Luckin’s dramatic fall has raised fresh concerns about corporate governance and especially towards Chinese companies within the investor community. Nasdaq has now introduced new rules that would tighten the conditions for some Chinese companies to float on its stock exchange via initial public offerings. Alongside corporate governance issues, there may be other reasons like the increased trade tensions between the US and China which could have weighed on the exchange to put tighter norms for Chinese players getting listed in the US. Practically, Luckin’s scandal is a wake-up call to investors about how much they should trust financial reporting by companies. In recent years, many companies in the US, Asia and other economies which have listed are either loss making or barely profitable.
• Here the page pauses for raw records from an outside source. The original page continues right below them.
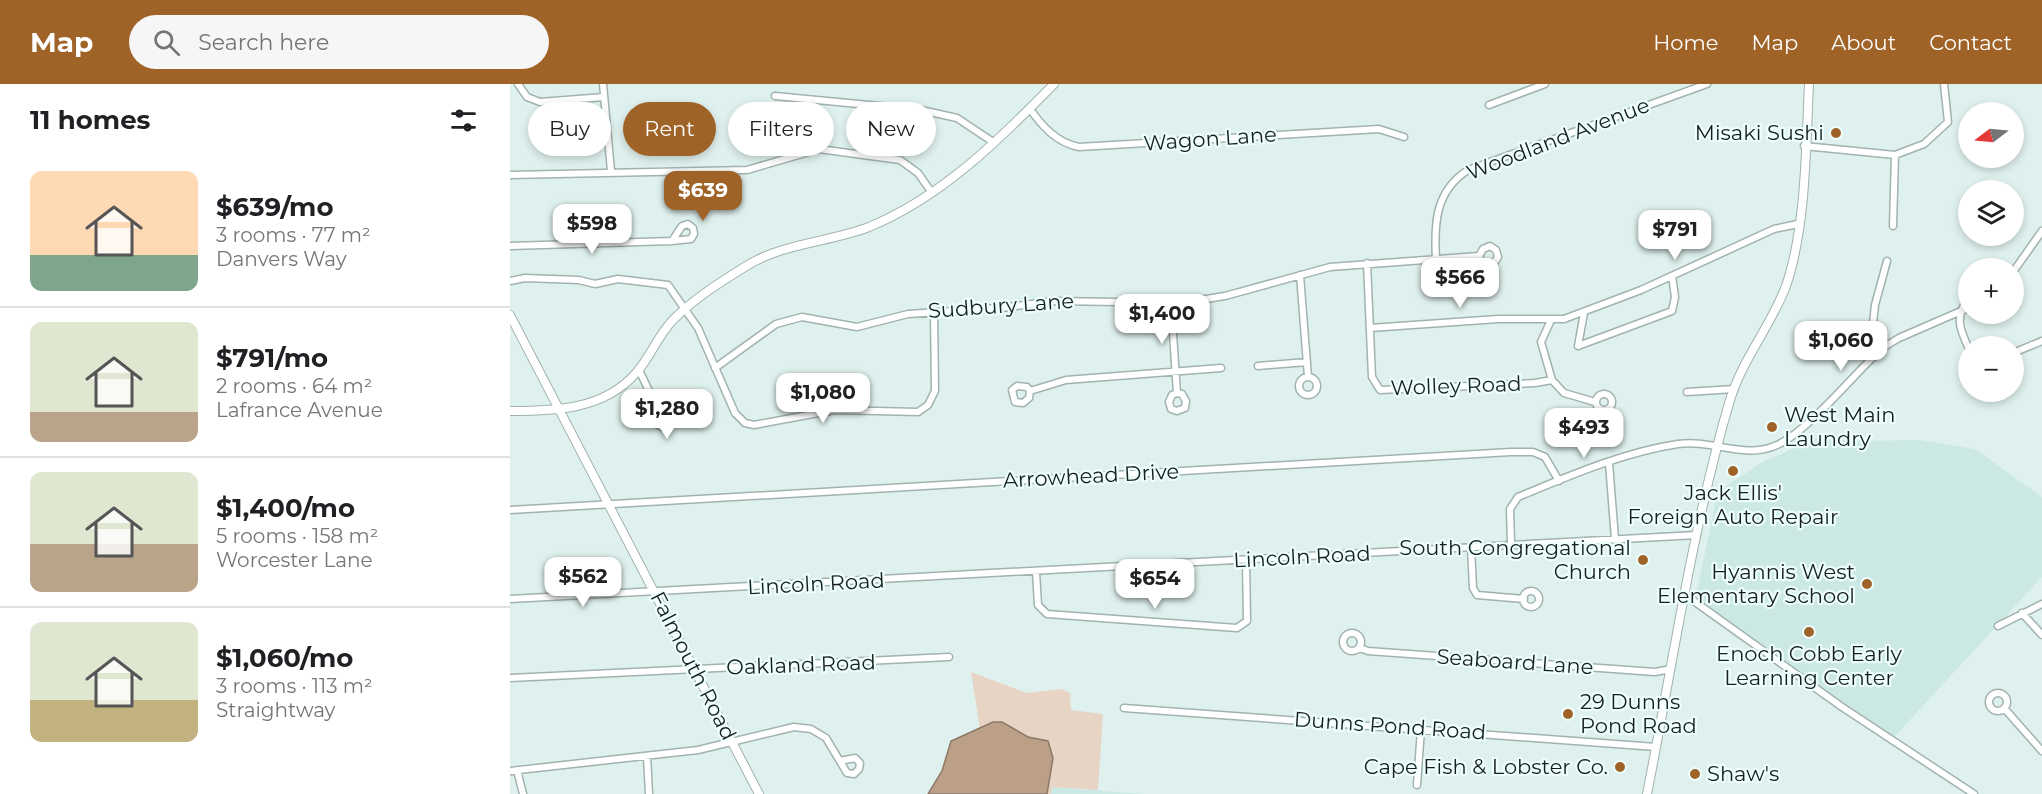 <!DOCTYPE html>
<html lang="en">
<head>
<meta charset="utf-8">
<style>
  :root { --surface:#fff; --page:#f6f6f6; --text:#202124; --muted:#757577; --line:#e0e0e0; --accent:#9f6227 }
  body { margin:0; font-family:Montserrat,sans-serif; background:var(--page); color:var(--text); height:100vh; display:flex; flex-direction:column; font-size:22px; white-space:nowrap }
  * { box-sizing:border-box; margin:0 }
  p { font-size:20px; color:var(--muted) }
  .icon { flex:none; width:33px; height:33px; fill:none; stroke:currentColor; stroke-width:2; stroke-linecap:round; stroke-linejoin:round }
  .map { position:relative; flex:1; overflow:hidden }
  .sheet { display:flex; flex-direction:column; background:var(--surface); width:510px }
  .sheet>* { flex:none }
  .hud { position:absolute; left:18px; top:18px; width:570px; height:54px; display:flex; gap:12px }
  .needle { width:39px; rotate:254deg }
  .buttons { position:absolute; left:1448px; top:18px; display:grid; gap:12px }
  .buttons a { display:grid; place-items:center; width:66px; height:66px; border-radius:50%; background:var(--surface); box-shadow:0 3px 9px #0003; font-size:30px }
  .price { position:absolute; translate:-50% -51px; padding:0 14px; border-radius:12px; background:#fff; color:#222; font-size:20px; line-height:39px; filter:drop-shadow(0 2px 3px #0008) }
  .price::after { content:''; position:absolute; left:50%; top:36px; width:18px; height:14px; margin-left:-9px; background:inherit; clip-path:polygon(0 0,100% 0,50% 100%) }
  .price.on { background:var(--accent); color:#fff }
  ul { padding:0; list-style:none }
  li { display:flex; align-items:center; gap:18px; height:150px; padding:0 30px }
  li+li { border-top:2px solid var(--line) }
  li span { display:grid; place-items:center; flex:none; width:168px; height:120px; border-radius:12px; color:#555 }
  li>.icon { margin-inline-start:auto }
  span .icon { width:72px; height:72px; fill:#fffc; stroke-width:1 }
  li b { font-size:26px }
  h2 { display:flex; justify-content:space-between; align-items:center; height:72px; padding:0 30px; font-size:26px }
  .tag { padding:0 21px; border-radius:27px; background:var(--surface); box-shadow:0 3px 9px #0003; font-size:21px; line-height:54px }
  .tag.on { background:var(--accent); color:#fff }
  header { display:flex; align-items:center; gap:36px; box-sizing:border-box; height:84px; padding:0 30px; background:var(--accent); color:#fff }
  header strong { font-size:28px }
  nav { display:flex; gap:33px; margin-inline-start:auto; font-size:21px }
  .search { width:420px; height:54px; background:var(--page); display:flex; align-items:center; gap:15px; box-sizing:border-box; padding:0 21px; border-radius:33px; color:var(--muted); font-size:22px }
  main { display:flex; flex:1; min-height:0 }
  .map>svg:first-child { display:block }
</style>
</head>
<body>
<header>
<strong>Map</strong>
<div class="search"><svg class="icon" aria-label="search" viewBox="0 0 24 24"><circle cx="10" cy="10" r="6"/><path d="M15 15l6 6"/></svg>Search here</div>
<nav><a>Home</a><a>Map</a><a>About</a><a>Contact</a></nav>
</header>
<main>
<section class="sheet">
<h2>11 homes<svg class="icon" aria-label="filters" viewBox="0 0 24 24"><path d="M4 7h16M4 17h16"/><circle cx="9" cy="7" r="2"/><circle cx="15" cy="17" r="2"/></svg></h2>
<ul>
<li><span style="background:linear-gradient(#ffd9b3 70%,#7fa58c 0)"><svg class="icon" aria-label="home" viewBox="0 0 24 24"><path d="M3 11l9-7 9 7M6 9v11h12V9"/></svg></span><div><b>$639/mo</b><p>3 rooms · 77 m²</p><p>Danvers Way</p></div></li>
<li><span style="background:linear-gradient(#dfe7d0 75%,#b9a48a 0)"><svg class="icon" aria-label="home" viewBox="0 0 24 24"><path d="M3 11l9-7 9 7M6 9v11h12V9"/></svg></span><div><b>$791/mo</b><p>2 rooms · 64 m²</p><p>Lafrance Avenue</p></div></li>
<li><span style="background:linear-gradient(#dfe7d0 60%,#b9a48a 0)"><svg class="icon" aria-label="home" viewBox="0 0 24 24"><path d="M3 11l9-7 9 7M6 9v11h12V9"/></svg></span><div><b>$1,400/mo</b><p>5 rooms · 158 m²</p><p>Worcester Lane</p></div></li>
<li><span style="background:linear-gradient(#dfe7d0 65%,#c2b280 0)"><svg class="icon" aria-label="home" viewBox="0 0 24 24"><path d="M3 11l9-7 9 7M6 9v11h12V9"/></svg></span><div><b>$1,060/mo</b><p>3 rooms · 113 m²</p><p>Straightway</p></div></li>
</ul>
</section>
<div class="map">
<svg width="1532" height="710" viewBox="0 0 1532 710">
  <rect width="100%" height="100%" fill="#dff1ee"/>
  <path fill="#cce8e4" d="M1296,354L1347,357L1410,356L1465,365L1532,413V493L1384,653L1191,520L1186,511L1208,407L1256,376L1276,368Z
    M542,703L633,710H541Z"/>
  <path fill="#e8d4c5" d="M461,588L517,609L552,605L560,609L561,626L593,630L588,706L542,703L541,710H434L472,658Z"/>
  <path fill="#bc9f87" stroke="#8b7968" stroke-width="1.5" d="M483,638H492L518,653L538,657L543,674L537,710H418L432,687L441,657Z"/>
  <g fill="none" stroke-linecap="round" stroke-linejoin="round">
    <defs>
      <path id="minor" d="M8,0L17,13L30,18L94,13
        M93,0L101,87
        M265,12L411,26L447,34L483,58
        M979,21L1035,0
        M520,25C532,42 547,59 569,63L869,45L894,53
        M1294,62L1385,71L1414,60L1438,38L1434,0
        M0,91L237,86L309,65L390,76L408,89L422,109
        M1383,142L1385,71
        M0,162L162,157L181,155L184,150L183,144L178,140L172,142L162,157
        M926,175C924,140 925,107 958,86L1197,0
        M857,179L862,293L870,306L1025,299L1042,296
        M1503,188L1532,147
        M790,191L798,293
        M0,197L15,194L69,196L85,200L108,195L158,201L188,244L225,329L235,339L244,341L325,326L408,328L418,321L425,307L424,228
        M1458,213C1446,234 1448,241 1458,263
        M661,220L667,309L672,310L676,317L675,324L667,327L661,325L659,318L662,311L667,309
        M1074,229L1068,262L1162,227L1165,213L1162,192
        M1041,236L1031,258L1042,296L1054,309L1085,318
        M860,244L988,235H1054L1131,206L1264,145L1288,140
        M1503,269L1532,257
        M1359,277L1365,221L1377,177
        M748,282L797,278
        M205,284L266,240L292,233L347,243L398,230L491,224L544,217L671,219L715,212L820,183L969,172L973,165L980,162L986,166L988,173L984,179L978,181L971,177L969,172
        M129,286L151,332L159,336L154,344L146,340L151,332
        M789 302a9 9 0 1 1 18 0a9 9 0 1 1-18 0Z
        M520,307L519,314L513,319L505,318L502,306L507,302L517,303L520,307L556,296L711,284
        M1177,308L1224,305
        M1086 318a8 8 0 1 1 16 0a8 8 0 1 1-16 0Z
        M1099,379L1105,455
        M0,426L1001,368H1023L1035,373L1049,397
        M1001,461L1000,425L1008,413C1059,392 1114,368 1168,360C1202,355 1235,376 1267,361C1300,346 1344,289 1374,263L1389,254L1458,224
        M961,463L963,504L967,511L1014,515
        M526,488L528,521L537,530L727,544L737,537L736,476
        M1013 515a8 8 0 1 1 16 0a8 8 0 1 1-16 0Z
        M1174,510L1332,623L1464,710
        M0,515L1187,451
        M1512,529L1532,551
        M1488,542L1532,520
        M833 558a9 9 0 1 1 18 0a9 9 0 1 1-18 0Z
        M850,564L858,567L1145,588L1161,585
        M0,594L439,573
        M1479 618a9 9 0 1 1 18 0a9 9 0 1 1-18 0Z
        M614,624L1146,663
        M1494,624L1532,667
        M137,672L139,710
        M7,686L13,710
        M0,687L188,666L284,643L301,645L316,654L337,689L344,690L349,685L350,679L345,674L330,677
        M907,701L911,645"/>
      <path id="major" d="M0,231L249,710
        M0,327C44,327 94,326 126,289C140,274 147,253 162,237C183,215 212,197 238,181C274,159 320,158 359,143C432,113 490,55 544,0
        M1137,710C1163,579 1182,444 1220,316C1233,274 1261,242 1276,202C1296,144 1296,62 1299,0"/>
    </defs>
    <use href="#minor" stroke="#a1b2af" stroke-width="9"/>
    <use href="#major" stroke="#a1b2af" stroke-width="10"/>
    <use href="#minor" stroke="#fff" stroke-width="6"/>
    <use href="#major" stroke="#fff" stroke-width="8"/>
  </g>
  <g fill="#9f6227" stroke="#ecfffc" stroke-width="2">
    <circle cx="1326" cy="49" r="6"/>
    <circle cx="1262" cy="343" r="6"/>
    <circle cx="1223" cy="387" r="6"/>
    <circle cx="1133" cy="476" r="6"/>
    <circle cx="1357" cy="500" r="6"/>
    <circle cx="1299" cy="548" r="6"/>
    <circle cx="1058" cy="630" r="6"/>
    <circle cx="1110" cy="683" r="6"/>
    <circle cx="1185" cy="690" r="6"/>
  </g>
  <g text-anchor="middle" stroke-width="4.5" stroke-linejoin="round" paint-order="stroke">
    <g font-size="21" fill="#181f1e" stroke="#ecfffc" text-anchor="end">
      <text x="1314" y="56">Misaki Sushi</text>
      <text x="1274" y="338" text-anchor="start">West Main<tspan x="1274" dy="24">Laundry</tspan></text>
      <text x="1223" y="416" text-anchor="middle">Jack Ellis'<tspan x="1223" dy="24">Foreign Auto Repair</tspan></text>
      <text x="1121" y="471">South Congregational<tspan x="1121" dy="24">Church</tspan></text>
      <text x="1345" y="495">Hyannis West<tspan x="1345" dy="24">Elementary School</tspan></text>
      <text x="1299" y="577" text-anchor="middle">Enoch Cobb Early<tspan x="1299" dy="24">Learning Center</tspan></text>
      <text x="1070" y="625" text-anchor="start">29 Dunns<tspan x="1070" dy="24">Pond Road</tspan></text>
      <text x="1098" y="690">Cape Fish &amp; Lobster Co.</text>
      <text x="1197" y="697" text-anchor="start">Shaw's</text>
    </g>
    <g font-size="21" fill="#181f1e" stroke="#ecfffc">
      <text transform="translate(700 55) rotate(-4)" y="7">Wagon Lane</text>
      <text transform="translate(1048 55) rotate(-21)" y="7">Woodland Avenue</text>
      <text transform="translate(491 222) rotate(-4)" y="7">Sudbury Lane</text>
      <text transform="translate(946 302) rotate(-2)" y="7">Wolley Road</text>
      <text transform="translate(581 392) rotate(-3)" y="7">Arrowhead Drive</text>
      <text transform="translate(792 473) rotate(-3)" y="7">Lincoln Road</text>
      <text transform="translate(306 500) rotate(-3)" y="7">Lincoln Road</text>
      <text transform="translate(1005 578) rotate(4)" y="7">Seaboard Lane</text>
      <text transform="translate(291 581) rotate(-2)" y="7">Oakland Road</text>
      <text transform="translate(183 582) rotate(63)" y="7">Falmouth Road</text>
      <text transform="translate(880 642) rotate(4)" y="7">Dunns Pond Road</text>
    </g>
  </g>
</svg>
<div class="buttons">
<a><svg class="needle" viewBox="-14 -14 28 28"><path d="M0-13l5 13h-10z" fill="#e53935"/><path d="M0 13l5-13h-10z" fill="#757577"/></svg></a>
<a><svg class="icon" aria-label="layers" viewBox="0 0 24 24"><path d="M12 4l9 5-9 5-9-5zM3 14l9 5 9-5"/></svg></a>
<a>+</a>
<a>−</a>
</div>
<b class="price on" style="left:193px;top:138px">$639</b>
<b class="price" style="left:82px;top:171px">$598</b>
<b class="price" style="left:1165px;top:177px">$791</b>
<b class="price" style="left:950px;top:225px">$566</b>
<b class="price" style="left:652px;top:261px">$1,400</b>
<b class="price" style="left:1331px;top:288px">$1,060</b>
<b class="price" style="left:313px;top:340px">$1,080</b>
<b class="price" style="left:157px;top:356px">$1,280</b>
<b class="price" style="left:1074px;top:375px">$493</b>
<b class="price" style="left:73px;top:524px">$562</b>
<b class="price" style="left:645px;top:526px">$654</b>
<div class="hud">
<a class="tag">Buy</a>
<a class="tag on">Rent</a>
<a class="tag">Filters</a>
<a class="tag">New</a>
</div>
</div>
</main>
</body>
</html>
Since these companies are valued primarily on revenue growth or other key operating metrics (store count and comparable store sale growth in Luckin’s case for example), there are possibilities to mislead the figures without affecting the rest of financials. Particularly for Luckin, although its business is hit by the Covid-19 induced worldwide shutdown along with its offices in China being raided by authorities for investigations, many of its stores are still operating and it is still opening new outlets. The existence of China’s coffee king is now under threat after this fraud scandal wherein only time will tell whether the company will be able to weather the storm.